Extreme weather continues to batter United States

Thursday 26th May 2011 by theWeather Club

The confirmed death toll from theEF-5 rated tornado that ripped through Joplin, Missouri on Sunday evening has risen to 125, making this the eighth most deadly tornado in US history. Search teams continue to scour the devastated town, with hundreds of people still listed as missing. The tornado damaged at estimated 8,000 structures in the town, turning it into rubble.

Further tornadoes have continued to hit the surrounding states, with a further 13 confirmed deaths in Arkansas, Oklahoma and Kansas as the storm system moved eastwards.

In Arkansas, the National Weather Service reported a tornado causing extensive damage in the town of Denning, while in Newcastle, south of Oklahoma City, a storm blew the steeple off the Jesus Alive Church, causing it to land 90m away on the doorstep of the pastor's 86-year-old mother, Lovina Frizzell. "I said 'Oh, my goodness, there's the steeple,'" Frizzell told Reuters

About 10,000 people spent Tuesday night sleeping at Dallas/Fort Worth International Airport where golfball-sized hail was reported, according to airport spokesperson Sarah McDaniel.

Meanwhile, questions are being asked about the timing and substance of tornado warnings. "We need to ask ourselves, what can we do to protect Americans? I have to say, it's not enough. We have to do more," said Jack Hayes, director of the National Weather Service.

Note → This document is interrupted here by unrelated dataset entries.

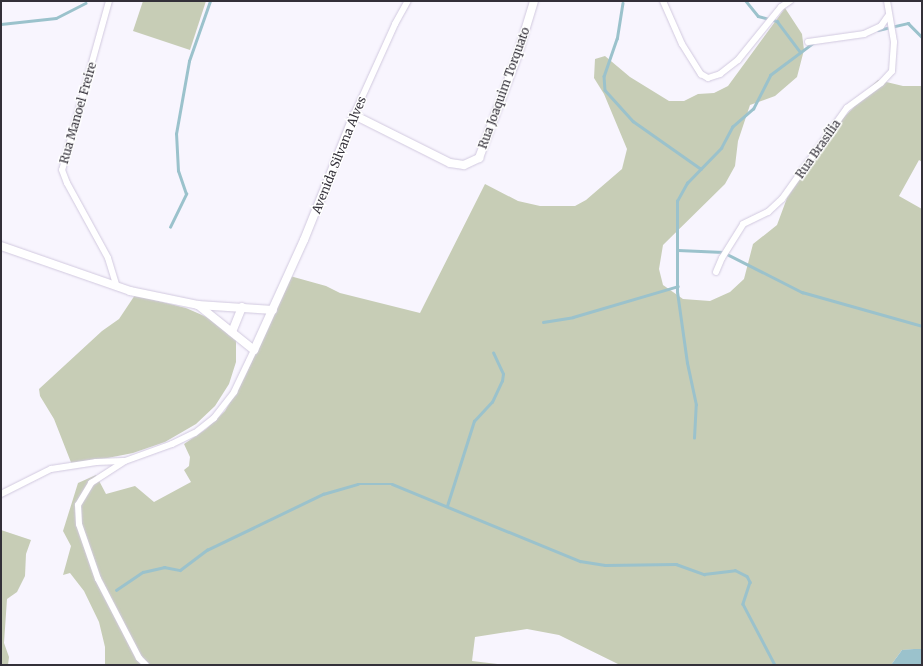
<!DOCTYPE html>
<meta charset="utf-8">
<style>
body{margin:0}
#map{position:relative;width:923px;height:666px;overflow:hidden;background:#f8f5fe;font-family:Merriweather,serif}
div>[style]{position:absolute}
.green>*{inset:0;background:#c7cdb6}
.water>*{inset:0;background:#9bc2cc}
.stream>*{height:2.5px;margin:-1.25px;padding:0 1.25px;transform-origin:1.25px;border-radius:1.25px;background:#9bc2cc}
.roads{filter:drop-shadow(0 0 1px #d1c9df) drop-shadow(0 0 1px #d1c9df)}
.minor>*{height:6px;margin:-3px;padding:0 3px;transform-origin:3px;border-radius:3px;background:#fff}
.tertiary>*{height:8px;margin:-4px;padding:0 4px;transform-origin:4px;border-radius:4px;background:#fff}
span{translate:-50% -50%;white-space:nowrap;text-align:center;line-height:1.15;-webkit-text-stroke:3px #fff;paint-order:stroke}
.street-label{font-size:12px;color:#333039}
.frame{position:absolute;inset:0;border:2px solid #333039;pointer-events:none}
</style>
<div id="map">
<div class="green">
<div style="clip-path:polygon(143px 1px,206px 1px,190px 50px,133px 31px)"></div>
<div style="clip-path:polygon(785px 8px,802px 34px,804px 50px,797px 77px,775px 96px,750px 105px,738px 141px,735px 166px,725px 184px,663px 245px,659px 269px,663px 285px,683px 299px,710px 301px,730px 292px,744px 279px,753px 244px,777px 225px,787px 198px,837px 124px,853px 108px,858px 98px,878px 80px,903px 86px,922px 86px,922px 162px,919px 160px,899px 196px,922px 209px,922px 649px,902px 650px,891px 665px,620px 665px,559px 635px,527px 629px,475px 637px,472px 661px,506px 665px,105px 665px,105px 647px,99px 622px,84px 591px,70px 573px,63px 575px,71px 546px,63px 531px,78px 483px,96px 475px,106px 494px,135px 486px,154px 502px,191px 482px,184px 470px,189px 466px,190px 457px,184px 444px,206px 429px,225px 411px,245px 376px,290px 276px,326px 286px,340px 293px,420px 313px,485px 184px,518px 201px,540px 206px,575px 206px,586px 200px,622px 169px,627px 149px,604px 94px,594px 78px,595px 59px,605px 56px,630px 77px,669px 101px,684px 101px,698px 94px,714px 93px,728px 86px)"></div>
<div style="clip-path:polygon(135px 295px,186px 308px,227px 326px,236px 340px,236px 362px,229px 384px,215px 406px,196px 424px,165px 442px,133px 453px,72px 465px,54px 419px,40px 396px,39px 389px,102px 331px,119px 319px)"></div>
<div style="clip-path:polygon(1px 530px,31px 540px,26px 554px,25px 576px,17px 592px,7px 599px,4px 643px,9px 657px,8px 665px,1px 665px)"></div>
</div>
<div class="water">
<div style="clip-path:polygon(914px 649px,922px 649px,922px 665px,891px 665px,902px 650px)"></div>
</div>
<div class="stream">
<div style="left:746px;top:1px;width:19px;rotate:51deg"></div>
<div style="left:758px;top:16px;width:20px;rotate:15deg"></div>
<div style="left:777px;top:21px;width:38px;rotate:53deg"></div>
<div style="left:623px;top:3px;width:36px;rotate:99deg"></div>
<div style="left:617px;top:39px;width:39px;rotate:109deg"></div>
<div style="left:604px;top:76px;width:14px;rotate:86deg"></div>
<div style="left:605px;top:90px;width:42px;rotate:47.9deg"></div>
<div style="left:633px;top:121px;width:83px;rotate:35.2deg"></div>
<div style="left:1px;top:24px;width:55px;rotate:-6.2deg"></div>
<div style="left:56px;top:18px;width:33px;rotate:-27deg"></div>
<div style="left:878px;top:30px;width:31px;rotate:-13deg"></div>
<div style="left:908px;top:23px;width:20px;rotate:45deg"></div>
<div style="left:170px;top:227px;width:37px;rotate:-64deg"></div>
<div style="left:186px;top:194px;width:24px;rotate:-109deg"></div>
<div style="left:178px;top:171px;width:37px;rotate:-93deg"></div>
<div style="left:176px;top:134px;width:74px;rotate:-79.9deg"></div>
<div style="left:189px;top:61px;width:64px;rotate:-70.7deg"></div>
<div style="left:678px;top:250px;width:45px;rotate:2.5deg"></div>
<div style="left:723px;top:252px;width:89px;rotate:26.9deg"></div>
<div style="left:802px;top:292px;width:125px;rotate:15.8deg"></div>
<div style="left:543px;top:322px;width:30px;rotate:-9deg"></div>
<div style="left:573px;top:317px;width:109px;rotate:-16.4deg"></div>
<div style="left:694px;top:438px;width:33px;rotate:-87deg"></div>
<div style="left:696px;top:405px;width:43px;rotate:-102.1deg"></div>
<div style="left:687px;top:363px;width:72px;rotate:-98deg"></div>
<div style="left:677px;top:292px;width:91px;rotate:-90deg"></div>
<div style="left:677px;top:201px;width:21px;rotate:-61deg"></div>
<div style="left:687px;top:183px;width:49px;rotate:-45.8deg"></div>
<div style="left:721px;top:148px;width:24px;rotate:-62deg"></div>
<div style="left:732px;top:127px;width:28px;rotate:-41deg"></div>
<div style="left:753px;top:109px;width:38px;rotate:-63deg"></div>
<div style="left:770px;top:75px;width:54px;rotate:-36.7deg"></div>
<div style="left:447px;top:506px;width:89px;rotate:-72.4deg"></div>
<div style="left:474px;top:421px;width:26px;rotate:-47deg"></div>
<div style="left:492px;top:402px;width:23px;rotate:-65deg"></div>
<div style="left:502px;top:381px;width:7px;rotate:-82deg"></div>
<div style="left:503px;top:374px;width:23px;rotate:-115deg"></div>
<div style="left:116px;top:590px;width:32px;rotate:-34deg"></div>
<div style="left:143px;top:572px;width:22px;rotate:-13deg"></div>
<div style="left:164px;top:567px;width:16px;rotate:11deg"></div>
<div style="left:180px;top:570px;width:34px;rotate:-37deg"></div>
<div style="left:207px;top:550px;width:129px;rotate:-25.8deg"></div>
<div style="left:323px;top:494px;width:36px;rotate:-16deg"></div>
<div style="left:358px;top:484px;width:34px"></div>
<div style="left:392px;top:484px;width:203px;rotate:22.3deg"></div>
<div style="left:580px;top:561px;width:25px;rotate:9deg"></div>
<div style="left:605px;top:565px;width:71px;rotate:-0.8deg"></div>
<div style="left:676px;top:564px;width:30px;rotate:20deg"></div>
<div style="left:704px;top:574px;width:31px;rotate:-7deg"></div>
<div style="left:735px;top:570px;width:13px;rotate:27deg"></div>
<div style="left:747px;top:576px;width:7px;rotate:63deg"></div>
<div style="left:750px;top:582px;width:23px;rotate:108deg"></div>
<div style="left:743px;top:604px;width:69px;rotate:62.3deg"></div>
</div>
<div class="roads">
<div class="minor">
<div style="left:109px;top:1px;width:175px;rotate:105.5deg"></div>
<div style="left:62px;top:170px;width:14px;rotate:69deg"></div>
<div style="left:67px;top:183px;width:85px;rotate:61.3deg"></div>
<div style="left:108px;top:258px;width:30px;rotate:73deg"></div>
<div style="left:663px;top:1px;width:47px;rotate:66.2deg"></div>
<div style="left:682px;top:44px;width:36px;rotate:58deg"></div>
<div style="left:701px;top:74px;width:8px;rotate:30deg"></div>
<div style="left:708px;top:78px;width:13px;rotate:-18deg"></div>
<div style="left:720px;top:74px;width:23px;rotate:-38deg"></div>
<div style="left:738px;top:60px;width:68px;rotate:-50.9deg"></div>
<div style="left:781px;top:7px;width:11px;rotate:-34deg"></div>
<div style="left:808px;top:42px;width:57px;rotate:-8.1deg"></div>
<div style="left:864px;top:34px;width:19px;rotate:-25deg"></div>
<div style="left:881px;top:26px;width:12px;rotate:-55deg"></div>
<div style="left:354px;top:115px;width:100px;rotate:-65.7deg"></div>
<div style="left:395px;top:24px;width:26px;rotate:-61deg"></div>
<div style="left:716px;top:272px;width:15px;rotate:-67deg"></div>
<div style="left:722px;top:258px;width:40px;rotate:-58deg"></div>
<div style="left:743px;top:224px;width:28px;rotate:-26deg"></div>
<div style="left:768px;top:212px;width:19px;rotate:-43deg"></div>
<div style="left:782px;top:199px;width:112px;rotate:-54.5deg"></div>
<div style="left:847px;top:108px;width:42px;rotate:-36.3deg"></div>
<div style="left:881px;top:83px;width:16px;rotate:-47deg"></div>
<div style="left:892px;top:71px;width:29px;rotate:-86deg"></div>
<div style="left:894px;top:42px;width:42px;rotate:-99.7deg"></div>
<div style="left:1px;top:494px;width:56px;rotate:-26.6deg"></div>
<div style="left:51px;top:469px;width:46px;rotate:-8.8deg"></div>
<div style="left:96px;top:462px;width:27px;rotate:-2deg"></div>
<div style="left:146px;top:665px;width:10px;rotate:-135deg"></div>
<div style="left:139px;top:658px;width:89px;rotate:-117.4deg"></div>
<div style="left:98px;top:579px;width:58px;rotate:-109.1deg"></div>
<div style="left:79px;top:524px;width:19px;rotate:-93deg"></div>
<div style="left:78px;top:505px;width:26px;rotate:-59deg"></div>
<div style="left:91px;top:483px;width:40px;rotate:-32.9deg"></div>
<div style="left:125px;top:461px;width:50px;rotate:-19.9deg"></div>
<div style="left:172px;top:444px;width:25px;rotate:-26deg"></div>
<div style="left:195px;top:433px;width:24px;rotate:-38deg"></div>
<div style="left:214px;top:418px;width:33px;rotate:-52deg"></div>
<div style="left:234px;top:392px;width:47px;rotate:-64.5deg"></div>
</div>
<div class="tertiary">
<div style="left:1px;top:246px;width:137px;rotate:19.2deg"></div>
<div style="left:130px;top:291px;width:69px;rotate:11.6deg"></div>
<div style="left:198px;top:305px;width:75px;rotate:3.8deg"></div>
<div style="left:198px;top:305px;width:72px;rotate:38.8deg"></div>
<div style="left:254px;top:350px;width:121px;rotate:-65.6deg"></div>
<div style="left:304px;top:240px;width:135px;rotate:-68.2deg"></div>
<div style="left:354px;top:115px;width:107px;rotate:26.6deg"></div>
<div style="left:450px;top:163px;width:14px;rotate:8deg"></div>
<div style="left:464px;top:165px;width:17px;rotate:-25deg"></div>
<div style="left:479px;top:158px;width:108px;rotate:-69.4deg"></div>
<div style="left:517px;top:57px;width:59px;rotate:-73.1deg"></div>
<div style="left:232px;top:332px;width:27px;rotate:-68deg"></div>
</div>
</div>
<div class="street-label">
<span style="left:504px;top:88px;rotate:-70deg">Rua Joaquim Torquato</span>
<span style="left:78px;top:113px;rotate:-74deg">Rua Manoel Freire</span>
<span style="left:818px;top:149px;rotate:-55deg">Rua Brasília</span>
<span style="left:339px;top:155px;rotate:-68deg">Avenida Silvana Alves</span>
</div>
<div class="frame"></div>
</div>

Storm sirens sounded more than 20 minutes before the tornado hit Joplin, which gave residents more time to react tham the average 13 or 14 minute warning time. But forecasters are worried that people in tornado-prone areas of the USA are becoming inured to the warnings or are failing to pick them up in time. The problem that the weather service has to grapple with is that the longer the warning time, the less accurate the prediction, and a series of inaccurate long-lead warnings would be likely to have a 'crying wolf' effect, leading to a reduction in public confidence in the warnings. The authorities are now looking into ways of ensuring that warnings are delivered in the most efficient way possible, with initiatives in place to look at the potential of smartphone technology.